The idea of experimental histories dovetails with other recent theorists’ attempts to reconceptualise knowledge practices and production, such as Ackbar Abbas’ ‘poor theory’; Kara Keeling’s use of Édouard Glissant’s ‘errantry’ and Stefano Harney and Fred Moten’s concept of ‘fugitivity’. The project brings together scholars from the field of Cultural Studies in Germany and Australia to explore the nexus between experimental historiographical methods and the opening up of alternative possibilities of engaging with the past.

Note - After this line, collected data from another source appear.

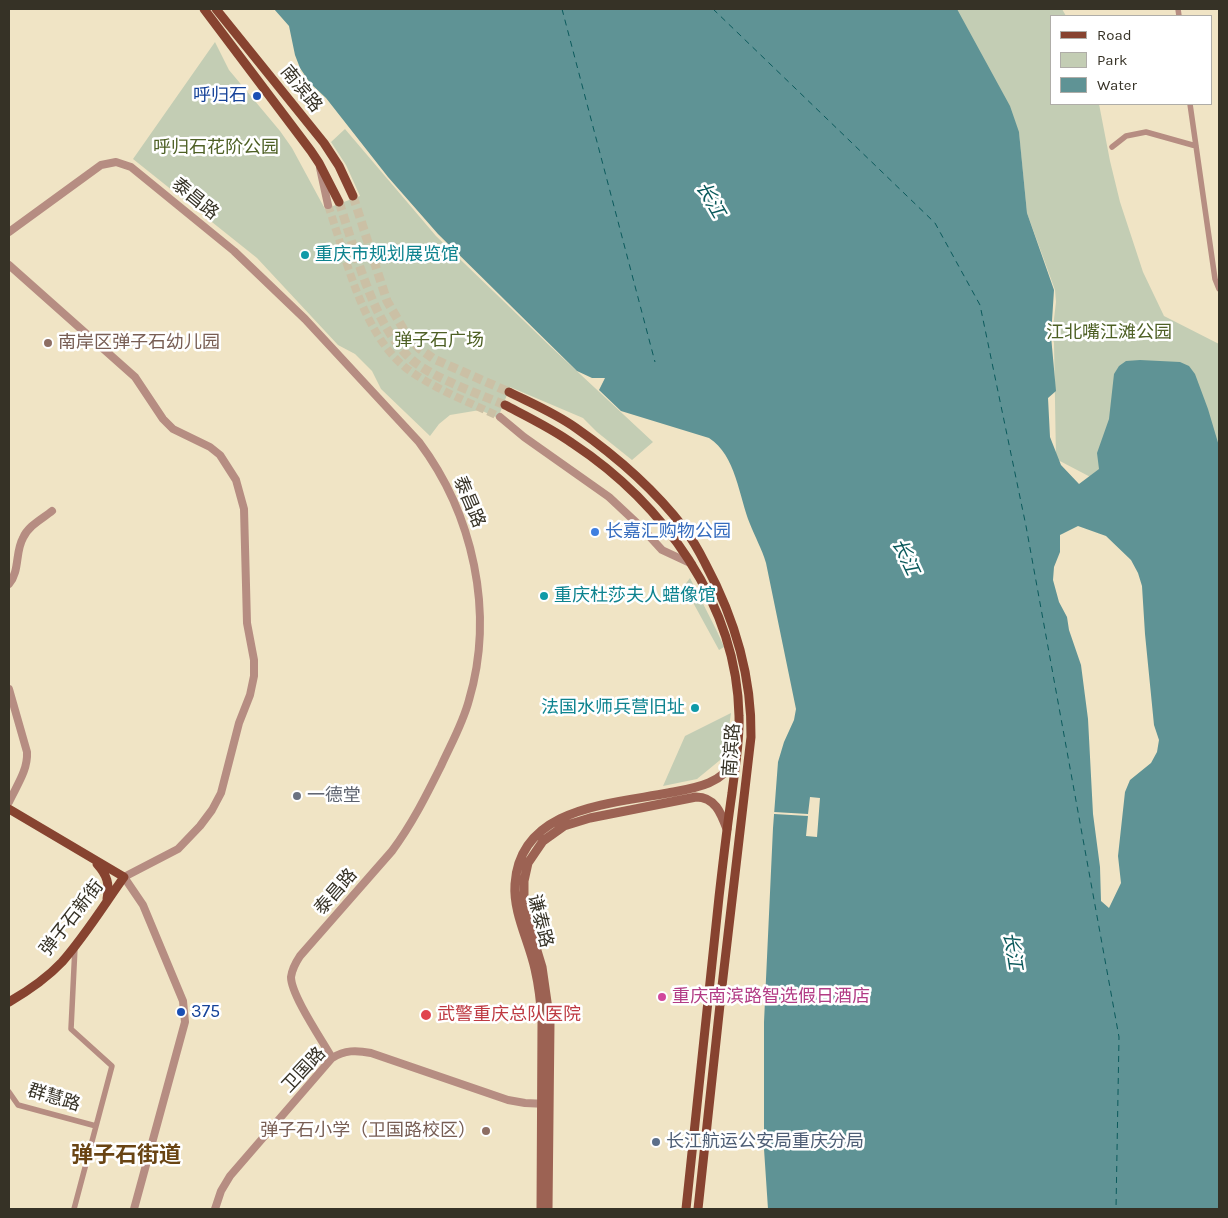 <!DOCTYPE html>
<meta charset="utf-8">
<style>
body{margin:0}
#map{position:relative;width:1228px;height:1218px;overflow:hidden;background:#f0e4c5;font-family:Karla,sans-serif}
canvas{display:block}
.frame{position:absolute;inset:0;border:10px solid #363226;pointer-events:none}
.legend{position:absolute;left:1050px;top:15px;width:162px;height:90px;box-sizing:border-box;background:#fff;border:1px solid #afada8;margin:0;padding:6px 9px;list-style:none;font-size:15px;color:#363226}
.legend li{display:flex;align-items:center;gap:10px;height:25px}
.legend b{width:25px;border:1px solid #afada8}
</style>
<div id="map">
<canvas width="1228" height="1218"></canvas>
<div class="frame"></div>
<ul class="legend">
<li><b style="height:6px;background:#874330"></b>Road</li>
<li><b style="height:14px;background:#c3cdb4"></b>Park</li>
<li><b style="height:14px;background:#5f9395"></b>Water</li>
</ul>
</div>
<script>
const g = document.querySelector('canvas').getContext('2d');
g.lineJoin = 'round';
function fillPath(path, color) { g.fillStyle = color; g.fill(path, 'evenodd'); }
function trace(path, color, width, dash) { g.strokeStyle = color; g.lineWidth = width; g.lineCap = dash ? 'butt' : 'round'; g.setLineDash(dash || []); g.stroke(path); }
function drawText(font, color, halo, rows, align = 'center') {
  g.font = font + ' Karla,"Noto Sans SC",sans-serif'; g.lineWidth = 5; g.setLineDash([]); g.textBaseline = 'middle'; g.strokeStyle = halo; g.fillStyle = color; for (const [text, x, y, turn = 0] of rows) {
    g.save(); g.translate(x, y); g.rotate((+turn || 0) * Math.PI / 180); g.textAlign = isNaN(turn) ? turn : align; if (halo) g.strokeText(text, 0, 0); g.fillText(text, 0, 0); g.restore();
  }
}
const green = new Path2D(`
 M945 9H1062L1066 16H1052V104H1099L1110 161 1120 202 1143 272 1164 316 1219 344V470L1100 482 1056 459 1054 343 1052 336 1056 302 1055 290 1027 213 1019 133 1002 115Z
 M215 42 229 70 280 131 292 148 325 209 360 196 346 165 331 142 345 129 436 236 551 347 653 442 632 460 597 432 583 418 510 387 498 418 480 410 450 415 439 424 430 436 381 389 372 371 355 354 338 345 257 258 133 159Z
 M690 578C701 601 714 623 724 647L719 650 684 586Z
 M731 713 725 756 697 779 663 786 685 736Z`);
const water = new Path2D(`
 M274 9H957L1010 106 1019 132 1027 213 1054 290 1051 336 1056 391 1048 398 1050 437 1061 465 1079 484 1099 469 1097 453 1109 419 1114 374 1119 366 1126 361 1140 360 1180 362 1189 366 1195 374 1208 409 1219 446V1209H768L764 1149V1022L773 828 778 762 784 742 794 720 796 709 766 563C762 549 755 537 750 524 739 497 736 455 709 438L621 411 599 390 605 378H592L577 371 438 234 388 177 326 98 310 83 300 68 295 55 289 26ZM1078 526 1106 536 1131 560 1138 573 1142 586 1145 634 1154 725 1159 740 1157 752 1151 763 1130 780 1125 792 1118 856 1121 883 1109 908 1101 901 1100 867 1093 814 1088 719 1081 665 1069 630 1067 617 1059 602 1053 580 1054 567 1060 552V535Z`);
const pier = new Path2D(`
 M810 797 820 798 817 837 806 836 808 816 774 814V812L808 814Z`);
const ferry = new Path2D(`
 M562 9 655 362
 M713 9 935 223 980 305 1026 526 1119 1037 1116 1209`);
const tertiaryTunnel = new Path2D(`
 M328 205C346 257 362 333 406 368 434 389 469 402 500 417`);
const primaryTunnel = new Path2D(`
 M353 196 387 301 408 337 420 349 434 359 509 392
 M339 202C356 252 372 324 412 360 433 378 479 394 505 405`);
const minor = new Path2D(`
 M1178 9 1179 16
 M1190 104 1215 279 1219 289
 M1112 147 1126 136 1146 132 1196 146
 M9 1092 18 1105 96 1126
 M74 1209 112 1066 71 1029 75 947`);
const tertiary = new Path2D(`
 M320 168 328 205
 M9 232 101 165 116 162 131 167 234 251 305 319 419 442C473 514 495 612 469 700 463 723 451 744 441 766 426 796 412 824 392 851L300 956C296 962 292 970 291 977 291 995 322 1040 332 1058
 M9 265 135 377 163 419 173 429 210 447 220 455 236 480 244 509 247 623 254 660V676L250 695 239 723 221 793 212 810 200 826 178 849 124 877 143 905 183 1001 185 1022 134 1209
 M500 417 524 437 609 497 640 526 662 550 692 564
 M9 584C20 571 15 552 23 538 28 526 42 519 52 511
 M9 689 27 752C28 770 17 785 9 802
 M215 1209 221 1191 230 1176 332 1058C345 1050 356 1050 371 1053L508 1100 525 1103 547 1104`);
const secondary = new Path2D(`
 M541 1209 542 1022C541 1004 539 986 535 969 529 941 513 913 515 884 520 807 610 804 668 793 695 788 721 785 736 759
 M548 1209 550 1023 542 967 525 911 524 900V881L528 863 543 841 564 826 590 818 696 797C715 797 721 813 727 829`);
const primary = new Path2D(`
 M204 9 311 151 319 163 339 202
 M216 9 324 143 339 166 353 196
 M509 392C531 403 555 413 576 428 616 456 654 489 684 528 692 539 699 551 705 563 734 617 752 676 751 737L722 986 698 1209
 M505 405C528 417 551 428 572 443 663 503 737 604 739 716 740 741 735 767 732 793 727 827 723 862 719 897 708 1001 697 1105 686 1209
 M9 809 124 877C104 905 85 936 62 962 47 978 28 991 9 1002
 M97 864C107 875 110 884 107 899`);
const markers = [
 [257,96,5,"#1a4fb4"],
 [305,255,5,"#0f9aa8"],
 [48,343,5,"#8d6e63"],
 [595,532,5,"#3f7fe0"],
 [544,596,5,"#0f9aa8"],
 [695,708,5,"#0f9aa8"],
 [297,796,5,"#6b7280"],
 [662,997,5,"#d1479c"],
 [181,1012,5,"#1a4fb4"],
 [426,1015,6,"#e0444e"],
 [486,1131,5,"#8d6e63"],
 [656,1142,5,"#5c6f8a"]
];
const streetNames = [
 ["南滨路",301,89,51],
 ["泰昌路",195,199,39],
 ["泰昌路",469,502,67],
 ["南滨路",732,750,-86],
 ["泰昌路",336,892,-49],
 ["弹子石新街",72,918,-52],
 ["谦泰路",540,921,76],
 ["卫国路",304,1070,-47],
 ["群慧路",54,1098,17]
];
const transitNames = [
 ["呼归石",247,96],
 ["375",191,1012,"left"]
];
const parkNames = [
 ["呼归石花阶公园",216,148],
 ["江北嘴江滩公园",1109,333],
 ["弹子石广场",439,341]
];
const cultureNames = [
 ["重庆市规划展览馆",315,255],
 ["重庆杜莎夫人蜡像馆",554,596],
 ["法国水师兵营旧址",685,708,"right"]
];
const educationNames = [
 ["南岸区弹子石幼儿园",58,343],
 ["弹子石小学（卫国路校区）",476,1131,"right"]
];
const shopNames = [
 ["长嘉汇购物公园",605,532]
];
const worshipNames = [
 ["一德堂",307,796]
];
const hotelNames = [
 ["重庆南滨路智选假日酒店",672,997]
];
const healthNames = [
 ["武警重庆总队医院",437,1015]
];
const serviceNames = [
 ["长江航运公安局重庆分局",666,1142]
];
const waterNames = [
 ["长江",710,200,60],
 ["长江",905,557,65],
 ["长江",1012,951,81]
];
const districtNames = [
 ["弹子石街道",126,1156]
];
fillPath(green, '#c3cdb4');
fillPath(water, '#5f9395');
fillPath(pier, '#f0e4c5');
trace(ferry, '#0b5a5c', 1, [6, 5]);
trace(tertiaryTunnel, '#cbc0a5', 8, [8, 4]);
trace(primaryTunnel, '#cbc0a5', 9, [9, 4.5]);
trace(minor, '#b68d82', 5.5);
trace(tertiary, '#b68d82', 8);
trace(secondary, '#9c6253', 9);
trace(primary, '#874330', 9);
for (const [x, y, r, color] of markers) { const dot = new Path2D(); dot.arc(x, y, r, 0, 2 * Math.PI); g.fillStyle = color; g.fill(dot); trace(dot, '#fff', 2); }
drawText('18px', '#363226', '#fff', streetNames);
drawText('18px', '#164399', '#fff', transitNames, 'right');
drawText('18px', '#4e6025', '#fff', parkNames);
drawText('18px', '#0d838f', '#fff', cultureNames, 'left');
drawText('18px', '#785e54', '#fff', educationNames, 'left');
drawText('18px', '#366cbe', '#fff', shopNames, 'left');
drawText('18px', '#5b616d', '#fff', worshipNames, 'left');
drawText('18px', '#b23c85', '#fff', hotelNames, 'left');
drawText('18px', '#be3a42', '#fff', healthNames, 'left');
drawText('18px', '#4e5e75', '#fff', serviceNames, 'left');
drawText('italic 19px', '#0b5a5c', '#fff', waterNames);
drawText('bold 22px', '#694413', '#fff', districtNames);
</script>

(2014, 2016) Waste Matters: Cultural Studies of Waste and the City

Joint project with Dr Fiona Allon, University of Sydney
Funding body: DAAD

Contemporary cities generate waste of various kinds on a scale that is often difficult to imagine and comprehend. Yet cities are also key sites for innovative practices of reuse, recycling and re-purposing. Through such cultures of renewal, waste products not only acquire a new value and function, but they also become entangled in new social relations, material practices and urban forms. Although waste is generally understood as the mundane, worthless, redundant and discarded afterwards of how we live our lives, this project takes as a starting point the fact that we spend a good amount of time in our ‘ordinary’ lives managing waste, and that the problem of how we manage waste is at the heart of the environmental crisis and the development of more sustainable futures. Building on research in waste studies (Boxall 2008; Cahill et. al. 2008; Evans 2011; Gregson 2007; Hawkins 2005, 2007; MacBride 2008; O’Brian 2007), and premised on the analytic importance of exploring that which is rejected, this project recognizes waste as a dynamic category that needs to be understood in relation to the urban contexts in which it is most commonly found and transformed, and the relationships in which it is embedded. For these purposes, the project brings together scholars from Australia and Germany within the fields of cultural and urban studies to investigate the diverse cultural phenomenon that is waste, the urban infrastructures that were designed to eliminate waste in the name of hygiene and technical efficiency but which are now in crisis, and the range of amateur and DIY urbanisms that are retooling waste in new and innovative ways.
Through intensive workshops and site visits in Sydney and Berlin, the project provides an opportunity for leading and emerging cultural studies scholars to collaborate and share approaches and to communicate their findings to German and Australian audiences.